● **PROVIDED DATA**
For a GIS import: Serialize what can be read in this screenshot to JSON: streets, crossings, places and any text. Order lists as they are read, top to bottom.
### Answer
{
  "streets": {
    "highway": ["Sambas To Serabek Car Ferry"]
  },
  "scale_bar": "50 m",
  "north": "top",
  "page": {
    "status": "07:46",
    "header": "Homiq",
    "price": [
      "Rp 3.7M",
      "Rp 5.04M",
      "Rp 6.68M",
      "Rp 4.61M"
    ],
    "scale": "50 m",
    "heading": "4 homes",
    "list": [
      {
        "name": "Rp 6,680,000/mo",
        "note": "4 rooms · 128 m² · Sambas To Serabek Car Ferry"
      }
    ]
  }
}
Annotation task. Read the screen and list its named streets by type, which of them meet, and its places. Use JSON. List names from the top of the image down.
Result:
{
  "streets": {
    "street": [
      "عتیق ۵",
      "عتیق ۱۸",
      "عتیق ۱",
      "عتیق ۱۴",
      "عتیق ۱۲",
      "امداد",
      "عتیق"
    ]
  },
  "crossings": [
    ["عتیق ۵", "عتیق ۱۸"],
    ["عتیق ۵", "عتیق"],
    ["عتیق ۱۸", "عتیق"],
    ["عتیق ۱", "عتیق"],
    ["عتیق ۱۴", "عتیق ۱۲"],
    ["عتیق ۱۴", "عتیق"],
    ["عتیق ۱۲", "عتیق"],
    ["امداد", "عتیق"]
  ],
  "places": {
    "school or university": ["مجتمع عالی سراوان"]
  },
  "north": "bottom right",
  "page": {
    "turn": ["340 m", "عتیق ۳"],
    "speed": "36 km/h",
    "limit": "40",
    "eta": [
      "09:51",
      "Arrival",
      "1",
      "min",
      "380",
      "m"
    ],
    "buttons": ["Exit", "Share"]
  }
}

● **PROBLEM STATEMENT**
When the word "JSON" turns up on a line of the material above, copy that line.

● **WRITTEN RESPONSE**
For a GIS import: Serialize what can be read in this screenshot to JSON: streets, crossings, places and any text. Order lists as they are read, top to bottom.
Annotation task. Read the screen and list its named streets by type, which of them meet, and its places. Use JSON. List names from the top of the image down.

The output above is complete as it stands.